Roan was in the process of moving from New Orleans to Philadelphia, and because I love road trips so much, I offered to ride with her while she drove the truck. It took us about five days — the two of us and her cat, Dorian, in the seat between us — and we plotted the whole thing out with me taking notes in one of the thousands of notebooks a writer is never without. When we’d stop for the night at a hotel, I’d whip out the notebook, fire up my little notebook computer and type everything into a document.

By the time I headed home to Missouri, we had an entire plot outlined. Since we spent a lot of time talking about our characters on the trip, it was exciting to get home and dive right in!

Step 2. Writing

Roan: Avon and I were lucky enough to be a very good match, as co-writers, which I think is essential. Like, dating-level essential. We had similar impulses and similar goals for the project, but very complementary strengths/weaknesses. Avon is great with big-picture ideas, has great instincts about when we should just DO something, and is game for everything. I’m good with details, have good instincts about when something we’ve just DONE is epically NOT working, and enjoy nothing so much as playing devil’s advocate. :D

So, when we would plan each section, we would bounce a ton of ideas back and forth, and Avon would get very excited and suggest 9 amazing things, and I’d say YES AND! Then, on idea number 10, I’d say … UM I THINK NOT. But talking through *why* I responded negatively to idea number 10 always really clarified what we were going for.

Avon: She also is really good at introducing a kitten when a kitten needs to be introduced. And has very strong opinions about bad hard boiled eggs. Also, Roan just has this…incredible turn of phrase in her writing that leaves me awed. She’s so great with descriptions and I’d leave a note in my chapter like, “What kind of food did they serve at this gala?” Seriously, every single thing in this book that has to do with food sounds amazing and it’s all her.
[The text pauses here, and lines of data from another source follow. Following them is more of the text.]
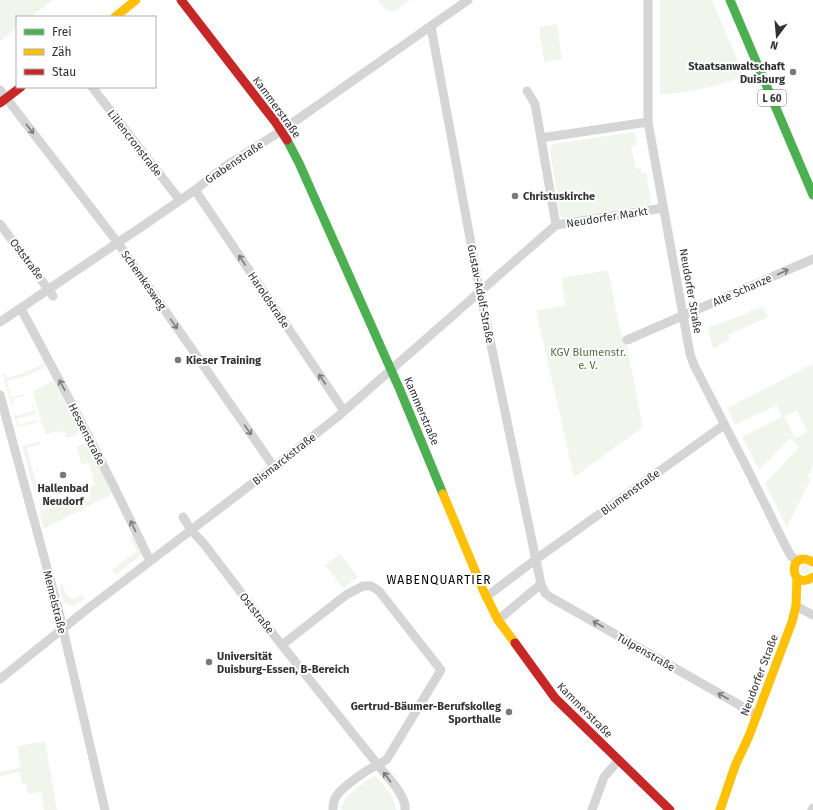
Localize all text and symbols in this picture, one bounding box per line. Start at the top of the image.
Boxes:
legend [16,16,156,88]
north arrow [757,16,797,56]
text: Frei [52,25,72,39]
text: N [769,38,780,52]
text: Zäh [52,45,72,59]
place label: Staatsanwaltschaft Duisburg [688,60,786,86]
text: Stau [52,65,76,79]
marker: Staatsanwaltschaft Duisburg [788,67,798,77]
street label: Kammerstraße [250,74,303,141]
road number: L 60 [758,90,786,106]
street label: Liliencronstraße [105,107,165,179]
one-way arrow [26,123,35,134]
street label: Grabenstraße [203,138,266,187]
place label: Christuskirche [523,190,595,203]
marker: Christuskirche [510,191,520,201]
street label: Neudorfer Markt [565,205,649,230]
street label: Oststraße [7,236,46,282]
street label: Gustav-Adolf-Straße [465,244,496,344]
street label: Schemkesweg [118,248,169,313]
street label: Neudorfer Straße [677,248,704,335]
one-way arrow [238,254,246,265]
one-way arrow [777,267,789,275]
street label: Haroldstraße [245,270,292,331]
street label: Alte Schanze [711,272,774,309]
one-way arrow [170,318,178,329]
park label: KGV Blumenstr. e. V. [550,346,626,372]
place label: Kieser Training [186,354,262,367]
marker: Kieser Training [173,355,183,365]
one-way arrow [318,374,326,385]
street label: Kammerstraße [401,375,442,447]
one-way arrow [58,379,65,391]
street label: Hessenstraße [65,401,108,467]
one-way arrow [244,425,252,436]
street label: Bismarckstraße [250,431,318,488]
street label: Blumenstraße [598,467,662,518]
marker: Hallenbad Neudorf [58,470,68,480]
place label: Hallenbad Neudorf [37,482,89,508]
one-way arrow [129,520,136,532]
street label: Memelstraße [40,569,69,635]
district label: WABENQUARTIER [386,573,492,587]
street label: Oststraße [237,590,277,636]
one-way arrow [592,620,604,628]
street label: Tulpenstraße [614,630,677,674]
street label: Neudorfer Straße [738,633,781,718]
place label: Universität Duisburg-Essen, B-Bereich [217,650,349,676]
marker: Universität Duisburg-Essen, B-Bereich [204,657,214,667]
street label: Kammerstraße [554,680,615,741]
one-way arrow [717,691,729,699]
place label: Gertrud-Bäumer-Berufskolleg Sporthalle [351,700,502,726]
marker: Gertrud-Bäumer-Berufskolleg Sporthalle [504,707,514,717]
one-way arrow [383,771,391,782]

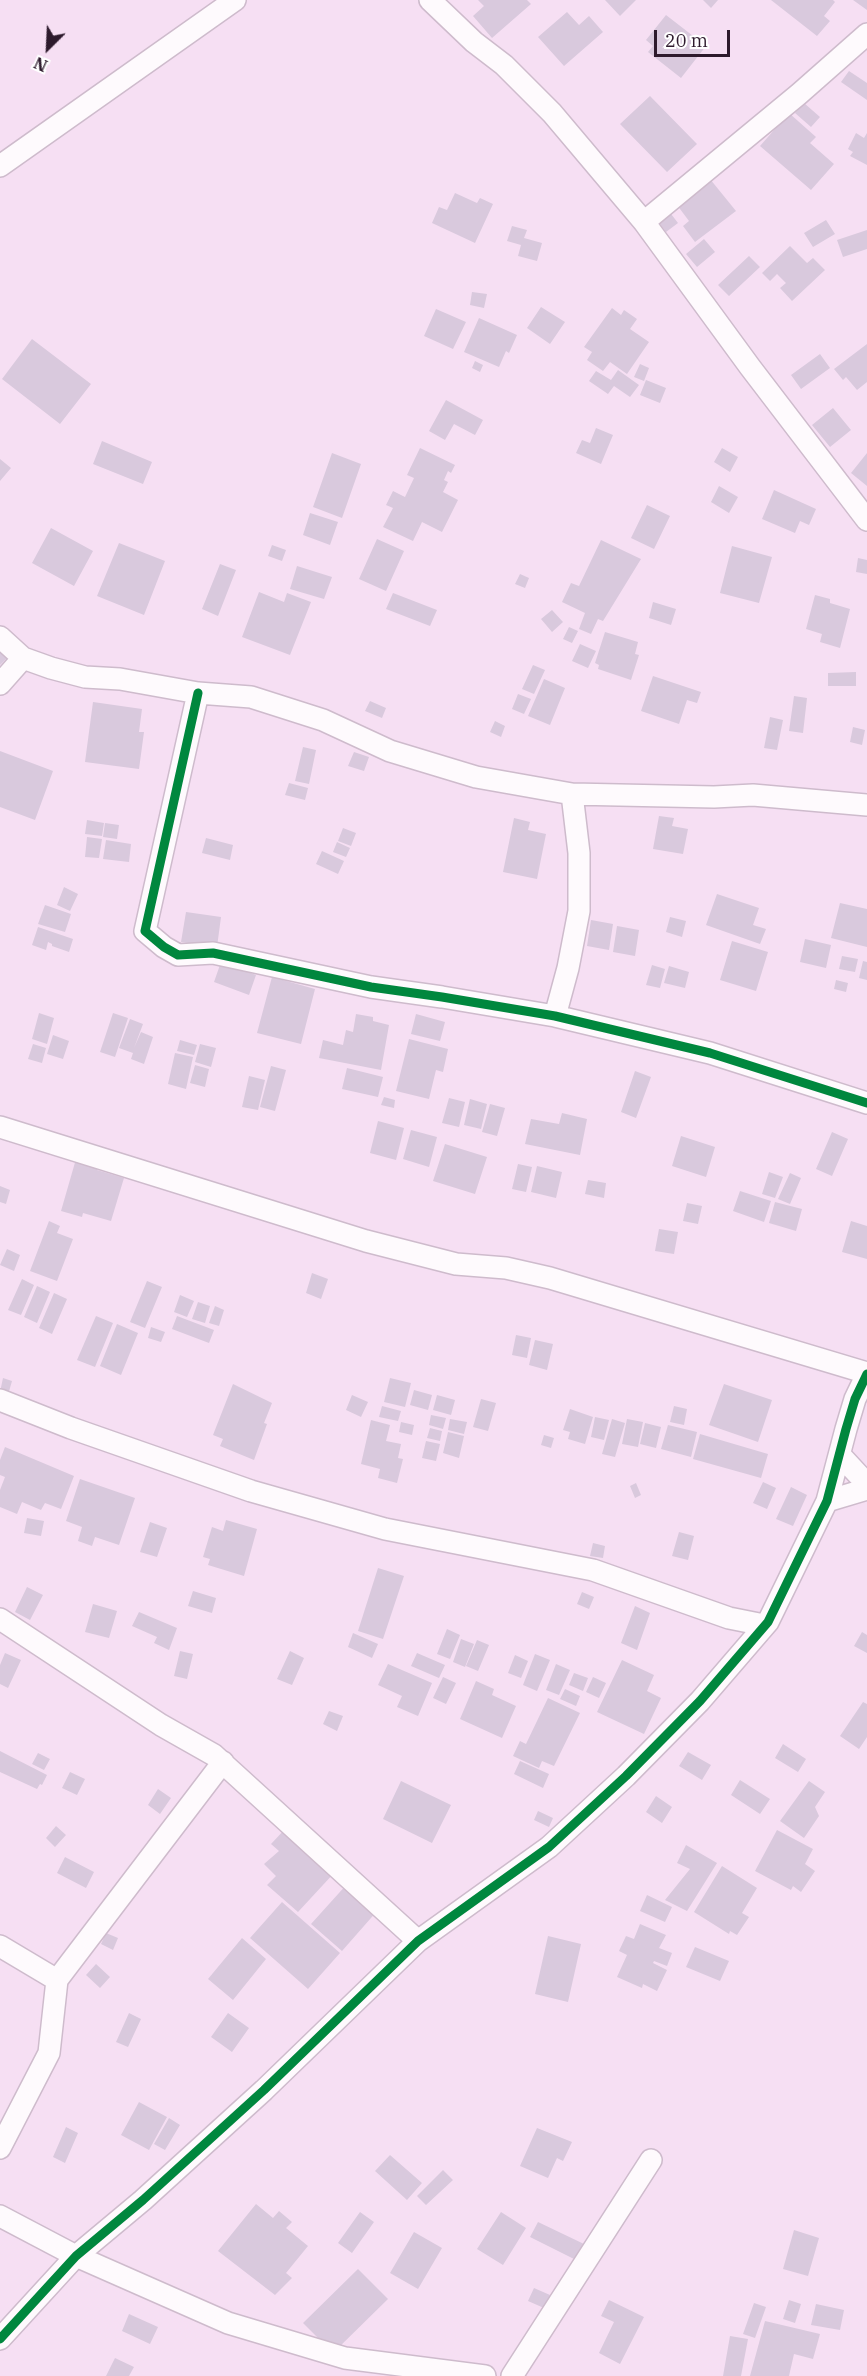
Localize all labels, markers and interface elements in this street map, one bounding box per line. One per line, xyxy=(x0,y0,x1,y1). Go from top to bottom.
north arrow xyxy=(18,18,78,78)
scale bar xyxy=(657,18,734,56)
text: 20 m xyxy=(665,29,708,52)
text: N xyxy=(31,53,51,76)

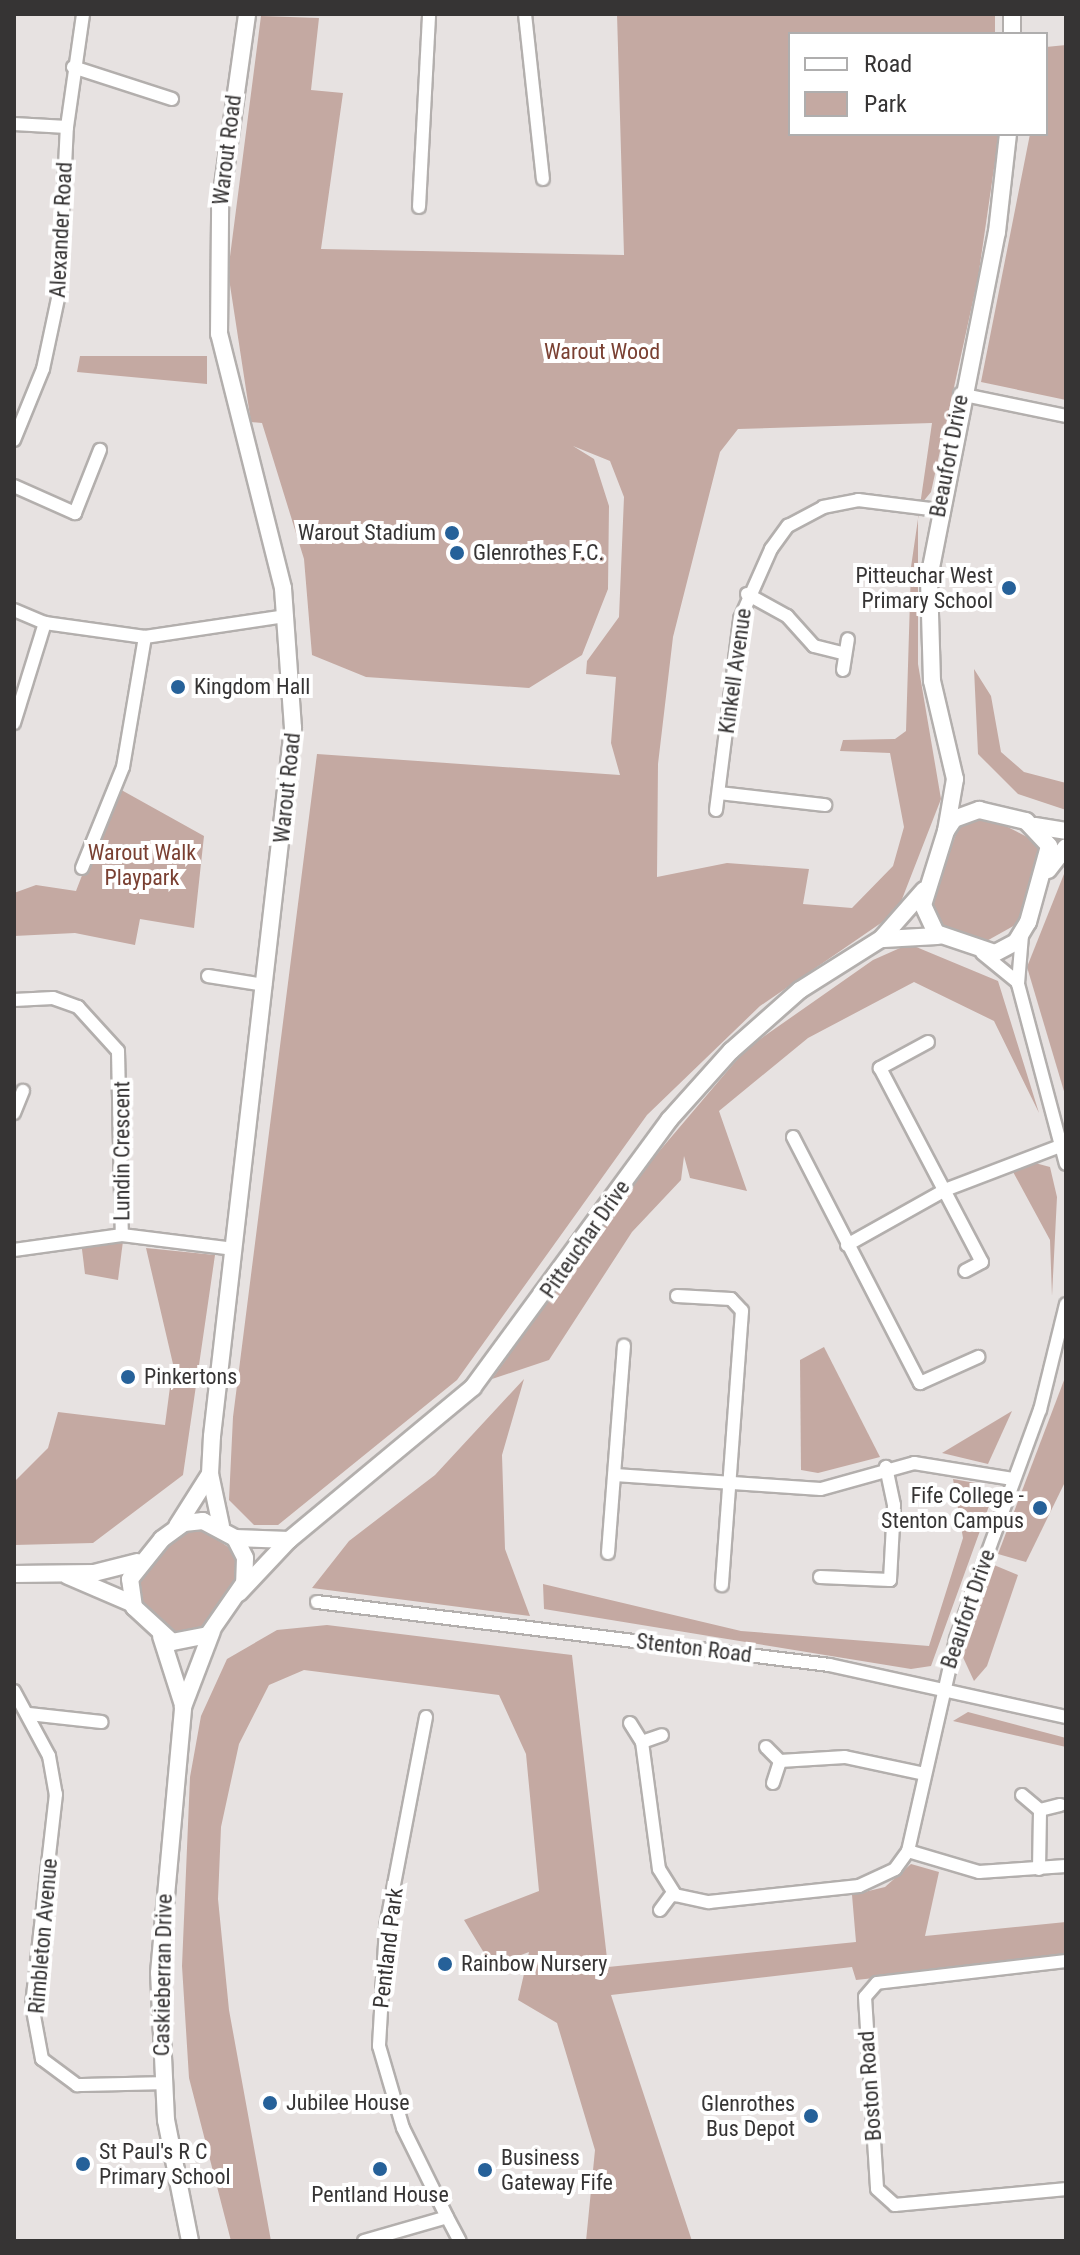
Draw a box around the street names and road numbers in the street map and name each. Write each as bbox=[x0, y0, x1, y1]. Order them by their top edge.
street label: Warout Road bbox=[207, 93, 247, 207]
street label: Alexander Road bbox=[44, 161, 78, 299]
street label: Beaufort Drive bbox=[924, 393, 974, 519]
street label: Kinkell Avenue bbox=[713, 607, 757, 735]
street label: Warout Road bbox=[268, 732, 306, 844]
street label: Lundin Crescent bbox=[109, 1081, 135, 1221]
street label: Pitteuchar Drive bbox=[535, 1175, 635, 1303]
street label: Beaufort Drive bbox=[935, 1546, 1001, 1672]
street label: Stenton Road bbox=[635, 1628, 753, 1668]
street label: Rimbleton Avenue bbox=[23, 1857, 63, 2015]
street label: Pentland Park bbox=[368, 1886, 408, 2010]
street label: Caskieberran Drive bbox=[148, 1893, 178, 2057]
street label: Boston Road bbox=[853, 2030, 887, 2142]

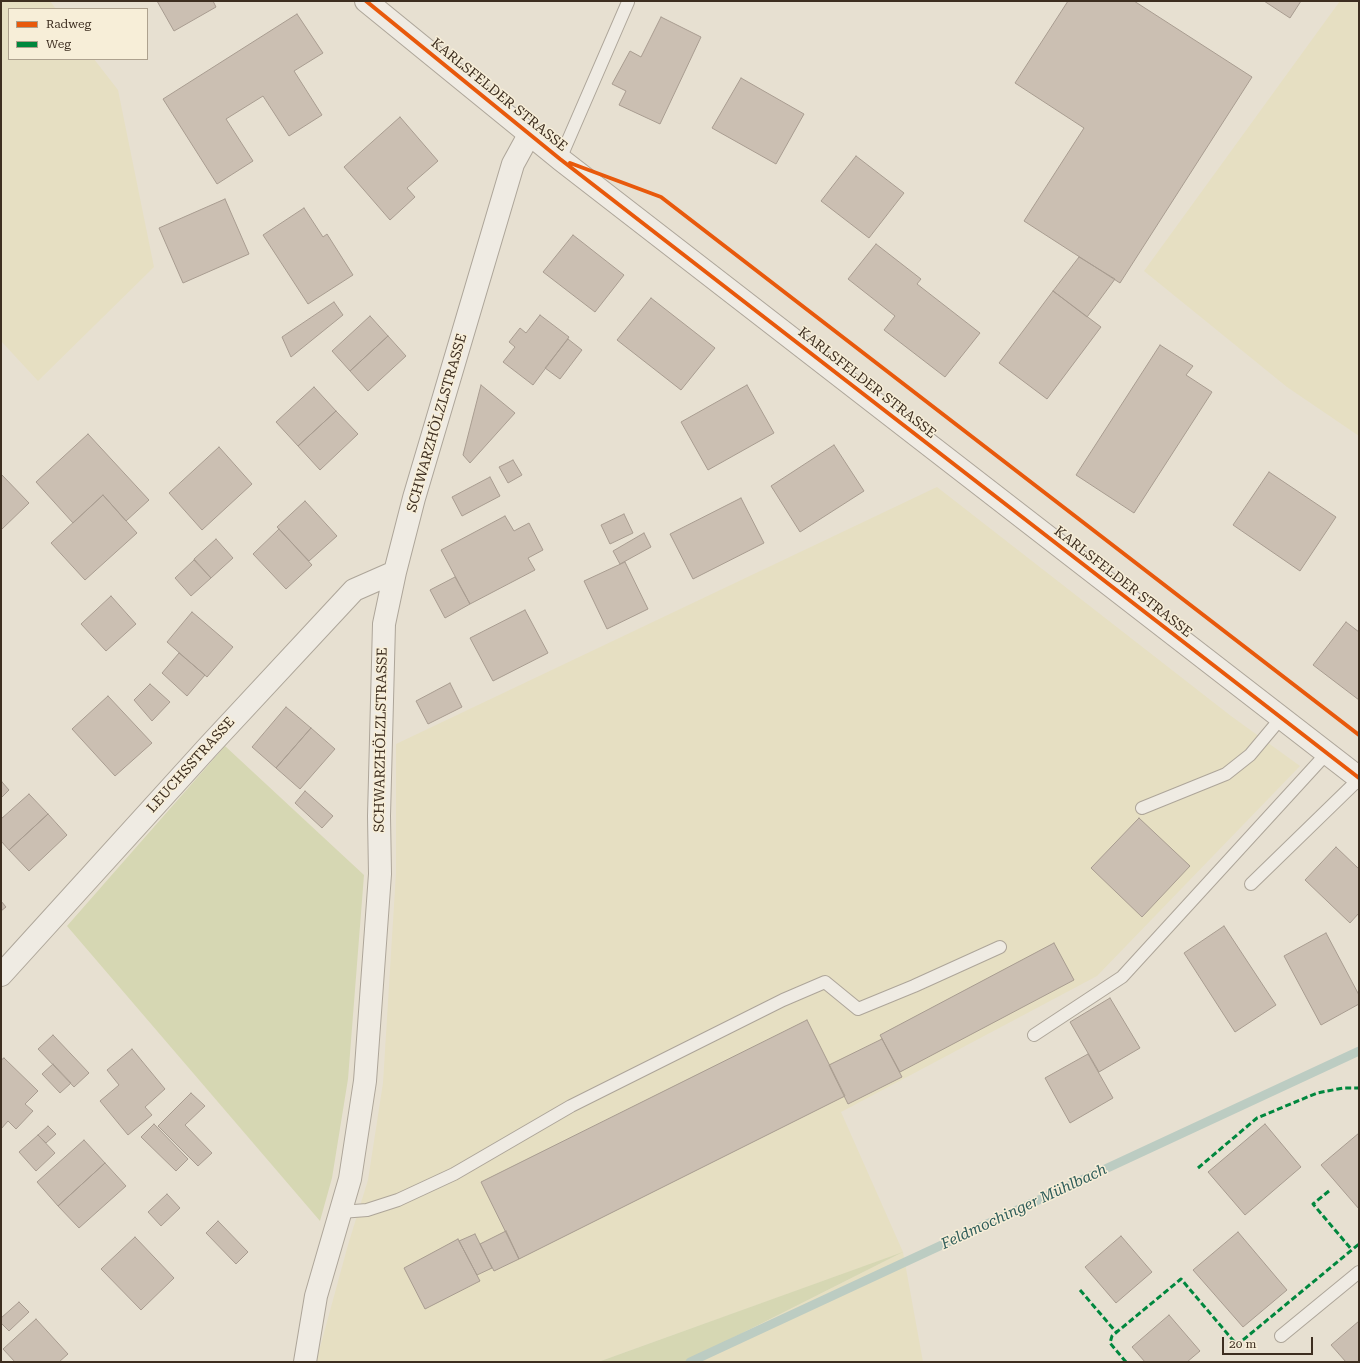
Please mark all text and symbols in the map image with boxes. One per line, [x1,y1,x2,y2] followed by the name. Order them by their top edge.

Roan: My favorite thing about co-writing was getting to peek inside another writer’s brain and see how they approached writing. I know how *I* do it, so getting to see how Avon did it was so cool for me. I tend to take one detail and spin it into an entire trail of logic, while Avon comes at it more like a bolt of lightning. So I would make Avon listen to me explain in great detail that if we wanted to indicate that the book began in the summertime, then we needed to have Charlotte, the party planner, serve a dish that used a seasonal summer ingredient, because Charlotte would absolutely source locally. And Avon would (very kindly) say “You know, I hear you, but everyone might not know that asparagus is a summer vegetable, so we might need to be a little bit more explicit.”

Avon: I mean, I love asparagus but I’m not even sure I could tell you what it looks like in plant form. It’s a plant, right?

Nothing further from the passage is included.